In February 2017 Artcurial will auction three very special Delahayes: two having a coachwork by Figoni et Falaschi (a 1936 Delahaye 135 Court Competition Cabriolet and a 1939 Delahay 135 MS Cabriolet) and one having a body by Saoutchik (a 1950 Delahaye 148 L Coach). Both coachbuilders are much in demand, resulting in high prices. But what is the difference between these two and the other French coachbuilders?
Before WWII many countries used to have several famous coachbuilders, who fitted chassis with coachworks independently designed by them. Some did large quantities of coachworks, others were smaller companies with low production levels. The size of the coachbuilding company has little influence on the buyers interest in their coachworks and the prices that are paid for them. More important is the heritage and fame of the specific coachbuilder, the image and the quality of the coachworks. Cars fitted with coachworks from companies with a decidedly distinctive or sporty style are more in demand and therefore more expensive than those from coachbuilders who adopted a less striking style. As a result the name of the coachbuilder can have a considerable influence on the valuation of a car.

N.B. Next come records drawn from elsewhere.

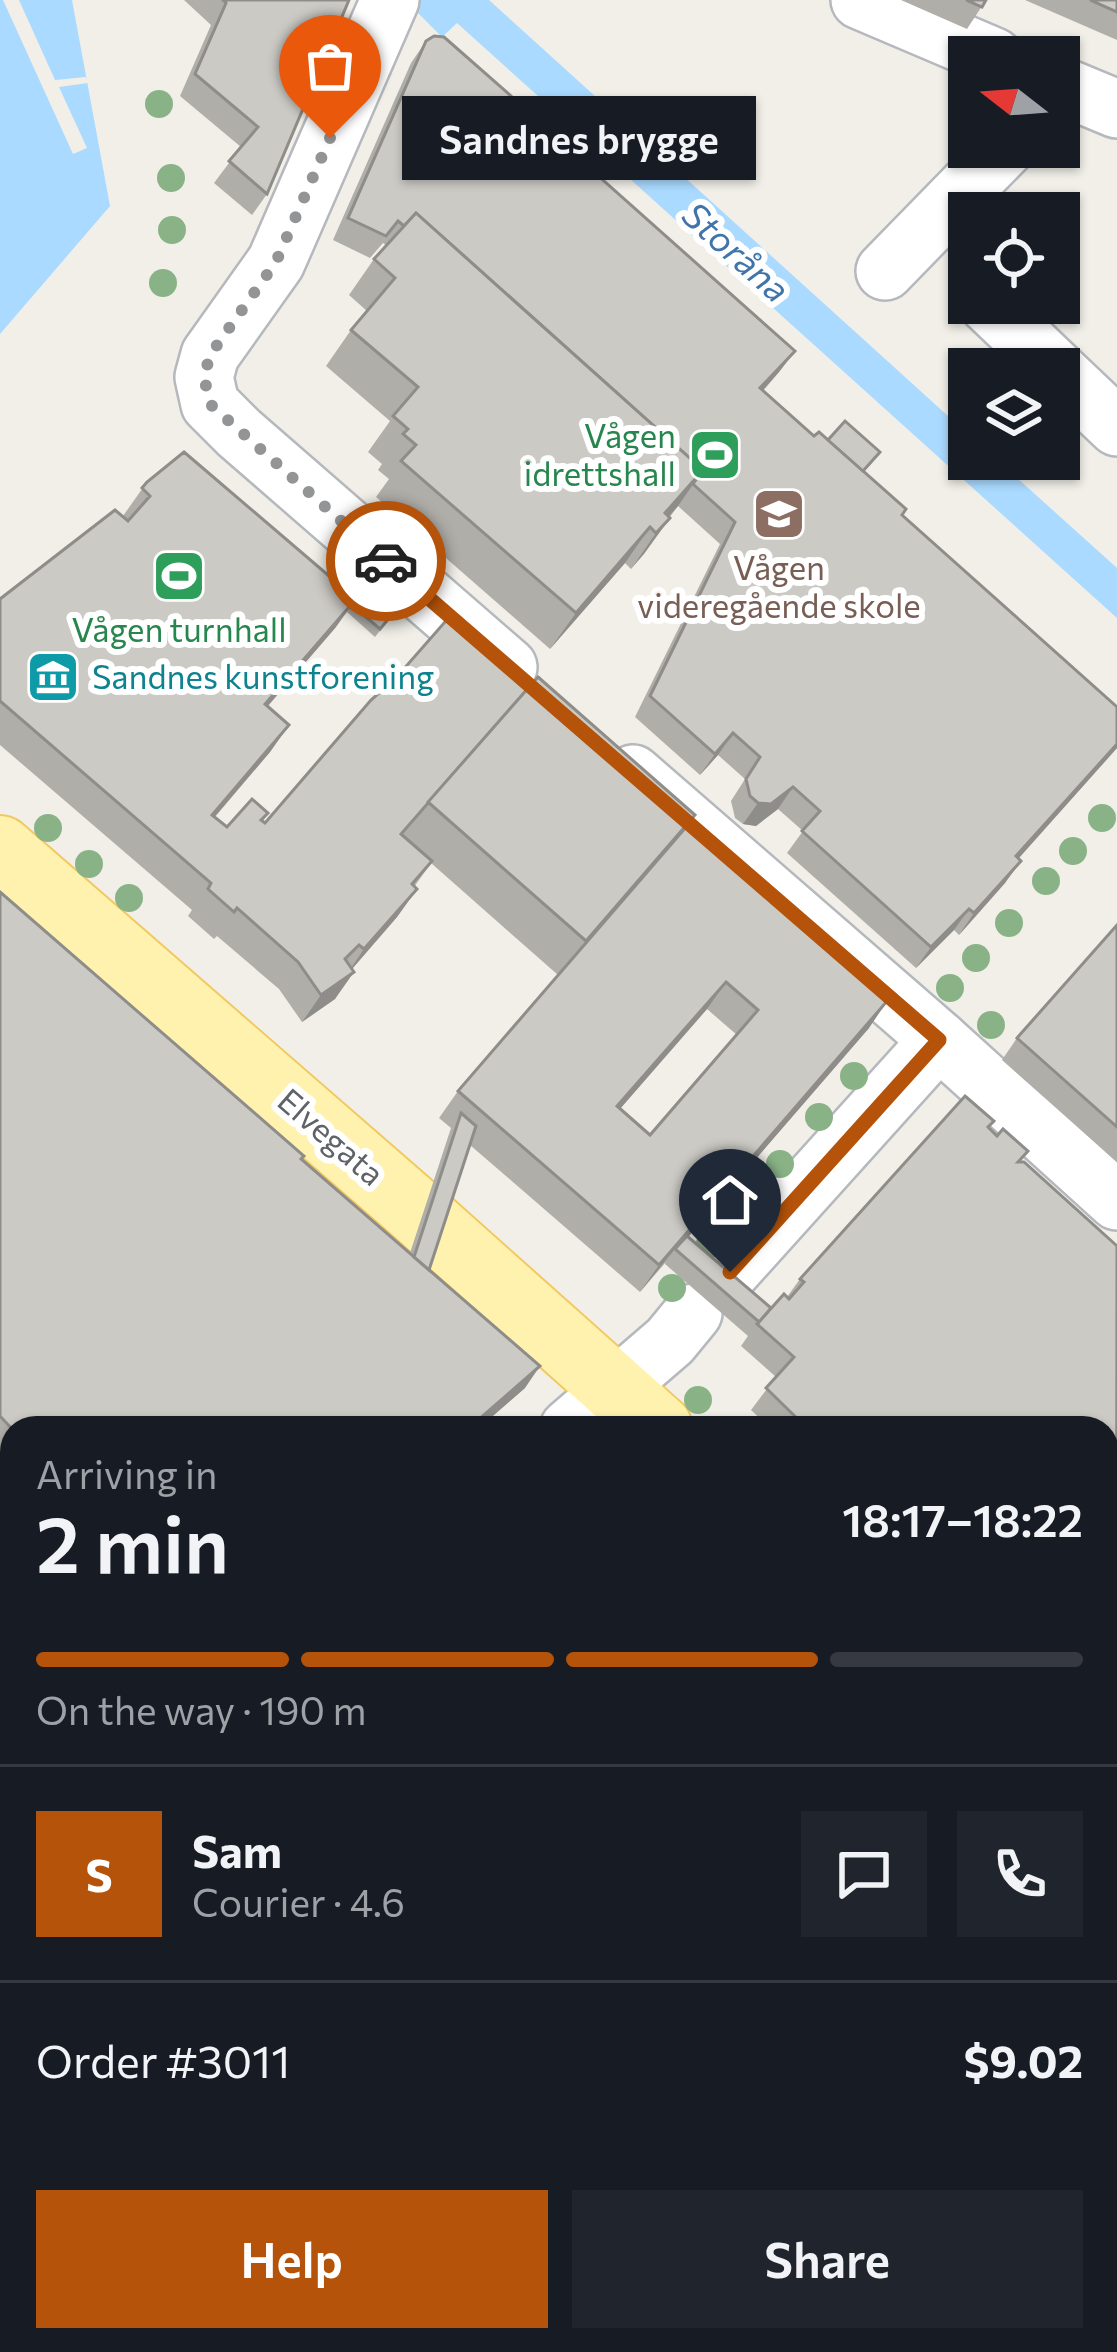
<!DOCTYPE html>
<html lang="en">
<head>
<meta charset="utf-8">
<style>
	:root { --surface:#171b24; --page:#20242c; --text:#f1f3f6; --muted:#9ea1a6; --line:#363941; --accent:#b45309 }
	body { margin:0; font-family:Commissioner,sans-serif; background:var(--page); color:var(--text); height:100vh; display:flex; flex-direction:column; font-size:45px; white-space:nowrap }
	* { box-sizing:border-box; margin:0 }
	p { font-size:39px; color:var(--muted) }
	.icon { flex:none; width:66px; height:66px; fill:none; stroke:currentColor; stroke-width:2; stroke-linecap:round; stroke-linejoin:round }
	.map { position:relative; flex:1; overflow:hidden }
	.details { position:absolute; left:0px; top:1416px; width:1119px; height:936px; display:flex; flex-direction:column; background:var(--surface); border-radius:36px 36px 0 0; box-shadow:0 3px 9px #0004 }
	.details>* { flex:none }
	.needle { width:78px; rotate:287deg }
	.fabs { position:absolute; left:948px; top:36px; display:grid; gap:24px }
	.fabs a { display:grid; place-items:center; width:132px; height:132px; border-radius:0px; background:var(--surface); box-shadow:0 3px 9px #0004; font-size:60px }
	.pin { position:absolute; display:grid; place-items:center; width:102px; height:102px; color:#fff; margin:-123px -51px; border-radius:50% 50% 50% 0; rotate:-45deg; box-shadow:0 0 12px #0007 }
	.pin .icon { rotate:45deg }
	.courier { position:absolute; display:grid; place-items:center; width:120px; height:120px; margin:-60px; border:9px solid #b45309; border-radius:50%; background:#fff; color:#222; box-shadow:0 3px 15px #0007 }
	.bubble { position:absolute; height:84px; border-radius:0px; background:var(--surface); box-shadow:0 3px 9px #0004; font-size:39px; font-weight:600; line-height:84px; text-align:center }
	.summary em { font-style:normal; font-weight:600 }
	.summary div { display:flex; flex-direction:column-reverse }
	.summary { display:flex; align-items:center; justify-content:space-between; height:204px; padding:0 36px }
	h1 { font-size:78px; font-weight:600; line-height:90px }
	.bar { display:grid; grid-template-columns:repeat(4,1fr); gap:18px 12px; align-content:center; height:144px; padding:0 36px }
	.bar i { height:15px; border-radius:9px; background:var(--line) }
	.bar .active { background:var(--accent) }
	.bar p { grid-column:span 4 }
	.line { display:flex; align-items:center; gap:30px; padding:0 36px; border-top:3px solid var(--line) }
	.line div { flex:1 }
	.round { display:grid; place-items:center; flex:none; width:126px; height:126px; border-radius:0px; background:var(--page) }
	.cta { display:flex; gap:24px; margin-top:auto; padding:24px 36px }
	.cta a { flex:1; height:138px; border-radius:0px; background:var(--accent); color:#fff; font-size:48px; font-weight:600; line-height:138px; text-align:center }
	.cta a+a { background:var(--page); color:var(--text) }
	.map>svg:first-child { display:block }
	.water { fill:#aadaff }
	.pier { fill:#f1efe8 }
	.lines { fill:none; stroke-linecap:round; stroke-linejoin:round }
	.minor-casing { stroke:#b5b8bc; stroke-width:62 }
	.major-casing { stroke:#f2c960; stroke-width:70 }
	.minor { stroke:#fff; stroke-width:57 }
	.major { stroke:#fff2af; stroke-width:66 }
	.rail { stroke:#b6b7b8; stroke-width:9; stroke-dasharray:3 15; stroke-linecap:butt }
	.tree { fill:#89b387 }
	.wall { fill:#afaea9; fill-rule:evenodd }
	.shaded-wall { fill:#8f8d8a }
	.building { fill:#cccac5; stroke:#8f8d8a; stroke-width:3; fill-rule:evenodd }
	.done { stroke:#929495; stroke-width:12; stroke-dasharray:0 21.6 }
	.route { stroke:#b45309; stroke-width:15 }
	.labels { text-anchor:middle; stroke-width:12; stroke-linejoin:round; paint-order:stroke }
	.leisure-label { font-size:33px; fill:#27864d; stroke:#fff; text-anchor:end }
	.education-label { font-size:33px; fill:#785e54; stroke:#fff }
	.culture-label { font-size:33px; fill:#0d838f; stroke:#fff; text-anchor:start }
	.street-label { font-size:33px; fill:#5f6368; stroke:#fff }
	.water-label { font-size:36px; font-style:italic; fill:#4174aa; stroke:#fff }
</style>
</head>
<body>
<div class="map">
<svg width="1117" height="2352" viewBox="0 0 1117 2352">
	<rect width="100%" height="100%" fill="#f1efe8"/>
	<!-- water -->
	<g class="water">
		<polygon points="0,0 72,0 110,206 0,334"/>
		<polygon points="405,0 489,0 969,435 969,459 996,459 1117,568 1117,618 457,23 442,37"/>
	</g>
	<!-- pier -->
	<polygon class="pier" points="3,0 19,0 55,80 86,77 88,83 59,87 87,148 73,154"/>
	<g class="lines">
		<!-- minor casing -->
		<g class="minor-casing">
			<g id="minor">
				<polyline points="390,0 276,262 210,355 204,377 210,404 239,433 508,667"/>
				<polyline points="860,0 994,57"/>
				<polyline points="1059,85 1117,109"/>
				<polyline points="885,271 1006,147"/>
				<polyline points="987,303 1056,369"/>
				<polyline points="1059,372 1117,427"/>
				<polyline points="633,774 939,1040 1117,1201"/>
				<polyline points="730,1272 939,1040"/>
				<polyline points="569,1428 670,1341 693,1313"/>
				<polyline points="0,1609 12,1623"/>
				<polyline points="0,1774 12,1764"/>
				<polyline points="0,1904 12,1893"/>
				<polyline points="1107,2007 1117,2001"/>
				<polyline points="724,2340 734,2352"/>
				<polyline points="217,2352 229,2340"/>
			</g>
		</g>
		<!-- major casing -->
		<g class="major-casing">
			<g id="major">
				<polyline points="0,849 409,1205 659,1428"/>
				<polyline points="1053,2340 1054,2352"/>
			</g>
		</g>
		<!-- minor -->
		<use href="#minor" class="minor"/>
		<!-- major -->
		<use href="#major" class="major"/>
		<!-- rail -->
		<g class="rail">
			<polyline points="0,2301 12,2311"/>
			<polyline points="0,2335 25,2352"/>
			<polyline points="50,2340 65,2352"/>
		</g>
	</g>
	<!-- trees -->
	<g class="tree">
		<circle cx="159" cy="104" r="14"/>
		<circle cx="171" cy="178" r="14"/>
		<circle cx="172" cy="230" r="14"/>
		<circle cx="163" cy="283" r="14"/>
		<circle cx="1102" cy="818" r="14"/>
		<circle cx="48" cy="828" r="14"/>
		<circle cx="1073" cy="851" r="14"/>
		<circle cx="89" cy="864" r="14"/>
		<circle cx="1046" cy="881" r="14"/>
		<circle cx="129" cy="898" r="14"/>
		<circle cx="1009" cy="923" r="14"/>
		<circle cx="976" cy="958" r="14"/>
		<circle cx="950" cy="988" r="14"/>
		<circle cx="991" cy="1025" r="14"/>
		<circle cx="854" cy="1076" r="14"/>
		<circle cx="819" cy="1117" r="14"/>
		<circle cx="780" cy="1164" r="14"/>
		<circle cx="745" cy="1203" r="14"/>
		<circle cx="710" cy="1244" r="14"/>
		<circle cx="672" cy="1288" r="14"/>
		<circle cx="698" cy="1400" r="14"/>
	</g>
	<!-- wall -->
	<g class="wall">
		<polygon points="184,0 349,0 267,194 252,215 214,183 241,147 180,96 211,25"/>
		<polygon points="901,0 986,0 967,29"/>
		<polygon points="1025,0 1117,0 1117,40"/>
		<polygon points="426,41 795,351 779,372 763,391 814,436 828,440 874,460 864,472 1117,748 1018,859 1005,883 959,935 954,930 916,968 787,853 803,831 778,809 756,826 743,824 735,818 731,801 745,779 718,755 700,775 635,717 720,544 678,506 631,569 625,563 550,649 376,497 389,479 378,470 382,464 368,452 390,421 326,366 351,330 367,311 349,295 374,259 387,246 383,243 370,258 333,240 411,63"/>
		<path d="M147,482L336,627L268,706L289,725L270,752L215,817L227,827L268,813L263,821L265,823L371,700L688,826L869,1028L688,1237L771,1308L787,1297L800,1279L989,1128L1021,1162L1117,1246V1938L1107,1942V1428H770L751,1410L776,1377L741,1346L748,1336L665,1264L666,1262L640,1292L470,1145L429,1270L525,1388L479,1428H12V1468L0,1455V892L410,1253L451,1128L439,1118L458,1091L558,975L431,863L414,887L417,889L397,917L352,969L335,999L302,1022L279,989L217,936L214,939L188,916L192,910L0,745V599L123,516ZM707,1009L737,1035L650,1135L620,1109Z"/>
		<polygon points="352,605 400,605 375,637 347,612"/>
		<polygon points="1117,925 1117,1162 1002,1060 1017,1038"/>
		<polygon points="12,1951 12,2266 0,2256 0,1962"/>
		<polygon points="267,2340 655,2340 642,2352 259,2352"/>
		<polygon points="846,2340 947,2340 958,2352 846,2352 850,2344"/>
	</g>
	<!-- shaded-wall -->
	<g class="shaded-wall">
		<polygon points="795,351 779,372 745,410 760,388"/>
		<polygon points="703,470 678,506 655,532 665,513"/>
		<polygon points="670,518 644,554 631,569 656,533"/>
		<polygon points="650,527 625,563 550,649 576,613"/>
		<polygon points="356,599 336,627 246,731 265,704"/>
		<polygon points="289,725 270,752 193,842 212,815"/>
		<polygon points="733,733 718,755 700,775 715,754"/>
		<polygon points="1117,744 1117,748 1001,878 1016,856"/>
		<polygon points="793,787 778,809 756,826 743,824 758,803"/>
		<polygon points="1021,861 1005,883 959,935 974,913"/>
		<polygon points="417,889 397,917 345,977 364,949"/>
		<polygon points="969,909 954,930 916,968 931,947"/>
		<polygon points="354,972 335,999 302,1022 321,995"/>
		<polygon points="726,982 707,1009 598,1134 617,1106"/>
		<polygon points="888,1000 869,1028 677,1250 675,1249 640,1292 659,1265"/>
		<polygon points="540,1366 525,1388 479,1428 469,1428"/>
		<polygon points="1117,1923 1117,1938 1107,1942 1107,1936"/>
		<polygon points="646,2340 655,2340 642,2352 632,2352"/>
	</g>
	<!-- building -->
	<g class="building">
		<polygon points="223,0 349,0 267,194 229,161 258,127 195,74 226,3"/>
		<polygon points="966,0 986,0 982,7"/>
		<polygon points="1090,0 1117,0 1117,12"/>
		<polygon points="434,36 444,37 511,96 502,105 516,117 523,109 795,351 760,388 814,436 819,432 906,509 902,515 1117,707 1117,744 1016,856 1021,861 974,913 969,909 931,947 802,831 820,811 793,787 771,804 758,803 750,796 746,779 760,757 733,733 715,754 650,696 735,522 693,484 703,470 416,213 404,226 398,221 386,236 348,218 426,41"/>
		<polygon points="416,213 703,470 665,513 670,518 656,533 650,527 576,613 401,461 416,445 403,434 408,429 393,416 418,387 351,330 395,278 374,259"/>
		<polygon points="845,421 880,452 863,471 828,440"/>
		<polygon points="184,452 356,599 265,704 289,725 212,815 227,827 252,799 268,813 261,820 265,823 371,700 395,679 451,615 531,685 401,834 432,861 412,884 417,889 364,949 359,945 345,959 354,972 321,995 298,962 237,908 234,912 208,889 211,883 0,701 0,599 115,510 128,521 150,496 142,488 147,482"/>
		<polygon points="372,581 400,605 380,629 352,605"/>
		<polygon points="538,677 695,815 586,941 428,802"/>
		<path d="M687,826L888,1000L659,1265L458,1091ZM726,982L758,1010L650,1135L617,1106Z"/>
		<polygon points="0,892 304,1156 301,1159 540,1366 469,1428 12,1429 0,1416"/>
		<polygon points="1117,925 1117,1127 1017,1038"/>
		<polygon points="965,1096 994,1121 988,1127 997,1136 1003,1129 1028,1151 1018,1162 1024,1162 1117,1246 1116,1923 1107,1901 1107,1428 807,1428 766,1388 794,1357 757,1324 784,1294 789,1299 804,1282 800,1279"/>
		<polygon points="461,1113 476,1126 429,1270 414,1257"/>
		<polygon points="687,1236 771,1308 759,1322 675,1249"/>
		<polygon points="12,1951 12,2231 0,2221 0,1962"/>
		<polygon points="272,2340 646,2340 632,2352 273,2352"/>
		<polygon points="854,2340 947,2340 958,2352 858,2352 850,2343"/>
	</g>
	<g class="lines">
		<!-- done -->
		<polyline class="done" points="330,138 276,262 210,355 204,377 210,404 386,561"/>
		<!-- route -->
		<polyline class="route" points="386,561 939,1040 730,1272"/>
	</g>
	<!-- icons -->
	<defs>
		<g id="stadium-square" transform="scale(2.7)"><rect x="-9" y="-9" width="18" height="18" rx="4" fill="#2e9e5b" stroke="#fff"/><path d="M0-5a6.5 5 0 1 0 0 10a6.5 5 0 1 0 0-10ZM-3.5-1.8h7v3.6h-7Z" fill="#fff"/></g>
		<g id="school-square" transform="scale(2.7)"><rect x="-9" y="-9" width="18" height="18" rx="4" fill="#8d6e63" stroke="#fff"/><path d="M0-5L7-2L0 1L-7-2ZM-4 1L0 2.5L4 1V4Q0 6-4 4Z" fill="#fff"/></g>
		<g id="museum-square" transform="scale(2.7)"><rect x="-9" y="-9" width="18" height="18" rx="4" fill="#0f9aa8" stroke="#fff"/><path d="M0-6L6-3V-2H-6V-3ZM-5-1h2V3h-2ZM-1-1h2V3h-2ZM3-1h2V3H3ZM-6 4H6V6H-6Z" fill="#fff"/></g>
	</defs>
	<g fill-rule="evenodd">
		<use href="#stadium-square" x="715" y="455"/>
		<use href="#school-square" x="779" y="514"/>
		<use href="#stadium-square" x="179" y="576"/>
		<use href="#museum-square" x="53" y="677"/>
	</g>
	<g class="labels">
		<!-- leisure labels -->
		<g class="leisure-label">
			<text x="676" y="448">Vågen<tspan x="676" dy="38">idrettshall</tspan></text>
			<text x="179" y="642" text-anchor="middle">Vågen turnhall</text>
		</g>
		<!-- education labels -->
		<g class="education-label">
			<text x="779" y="580">Vågen<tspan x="779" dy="38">videregående skole</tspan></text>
		</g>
		<!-- culture labels -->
		<g class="culture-label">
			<text x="92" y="689">Sandnes kunstforening</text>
		</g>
		<!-- street labels -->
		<g class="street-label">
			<text transform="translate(331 1137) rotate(41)" y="12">Elvegata</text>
		</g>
		<!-- water labels -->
		<g class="water-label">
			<text transform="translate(736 252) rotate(42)" y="13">Storåna</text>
		</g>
	</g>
</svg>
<div class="fabs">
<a><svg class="needle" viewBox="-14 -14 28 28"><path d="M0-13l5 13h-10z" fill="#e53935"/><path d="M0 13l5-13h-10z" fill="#9ea1a6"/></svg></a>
<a><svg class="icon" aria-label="locate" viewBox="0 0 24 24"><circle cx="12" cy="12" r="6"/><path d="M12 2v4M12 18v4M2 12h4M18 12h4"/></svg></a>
<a><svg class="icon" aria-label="layers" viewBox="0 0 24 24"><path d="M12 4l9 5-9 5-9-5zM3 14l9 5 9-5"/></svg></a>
</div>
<div class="pin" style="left:330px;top:138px;background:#ea580c"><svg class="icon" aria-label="bag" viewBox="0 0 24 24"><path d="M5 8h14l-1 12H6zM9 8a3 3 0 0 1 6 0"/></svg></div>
<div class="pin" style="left:730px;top:1272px;background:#1f2937"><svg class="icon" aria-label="home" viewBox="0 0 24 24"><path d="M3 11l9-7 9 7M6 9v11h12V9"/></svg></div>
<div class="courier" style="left:386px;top:561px"><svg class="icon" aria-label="car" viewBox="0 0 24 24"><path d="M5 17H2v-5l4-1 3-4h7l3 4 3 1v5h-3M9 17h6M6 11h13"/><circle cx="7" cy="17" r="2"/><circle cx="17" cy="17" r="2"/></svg></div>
<div class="bubble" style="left:402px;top:96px;width:354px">Sandnes brygge</div>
<section class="details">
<div class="summary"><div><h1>2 min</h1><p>Arriving in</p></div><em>18:17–18:22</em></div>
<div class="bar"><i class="active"></i><i class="active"></i><i class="active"></i><i></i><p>On the way · 190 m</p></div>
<div class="line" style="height:216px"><b class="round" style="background:var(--accent);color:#fff">S</b><div><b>Sam</b><p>Courier · 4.6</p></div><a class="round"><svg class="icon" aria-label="chat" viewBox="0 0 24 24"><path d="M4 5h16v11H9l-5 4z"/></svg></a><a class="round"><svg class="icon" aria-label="phone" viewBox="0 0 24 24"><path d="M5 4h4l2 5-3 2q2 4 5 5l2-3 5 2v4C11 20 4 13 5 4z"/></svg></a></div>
<div class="line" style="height:156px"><div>Order #3011</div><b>$9.02</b></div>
<div class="cta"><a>Help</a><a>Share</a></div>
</section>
</div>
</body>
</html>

The Delahaye 135M can be cited as an example. A two-door, four-seater Coupe, Cabriolet or Roadster on the chassis of a Delahaye 135M, for example by Chapron, is on average worth more than one from Guilloré. A Saoutchik is generally worth more than a Chapron. The list is headed by coaches by Figoni et Falaschi.
Not all (pre-war) cars with coachworks by Figoni et Falaschi have an unusual or striking design. That means that these are not all expensive. But there are vehicles that are much sought after by collectors, and this can cause the price of these cars to increase rapidly. In August 1999, a ‘Geo Ham’ Roadster by Figoni et Falaschi fetched more than 800,000 pounds sterling at an auction of Brooks/Bonhams. Fourteen years later, in October 2013, a Coupe by Figoni et Falaschi changed hands at RM Auctions/Sotheby’s for more than 2.4 million US dollars. And in March 2014, RM Auctions/Sotheby’s sold another ‘Geo Ham’ Roadster by Figoni et Falaschi for 6.6 million US dollars. That was the equivalent of almost 4 million pound sterling.
Red = Figoni & Falaschi
Blue = other coachbuilders
The difference in value between coachworks by Figoni et Falaschi and coachworks by other coachbuilders becomes apparent if you look at the auction results over a period of twenty years of the Delahayes 135M and 135MS with coachworks by Figoni et Falaschi and compare these with the highest results of all other French coachbuilders, such as Chapron, Pourtout, Saoutchik and De Villars. To clarify this picture, the auction results of the ‘Geo Ham’ Roadster are not included. The summary not only shows that coachworks by Figoni et Falaschi are sold for high prices, but also that no other coachbuilder fetches anywhere near the same price. The above is also true for chassis from other brands, such as those from Talbot-Lago.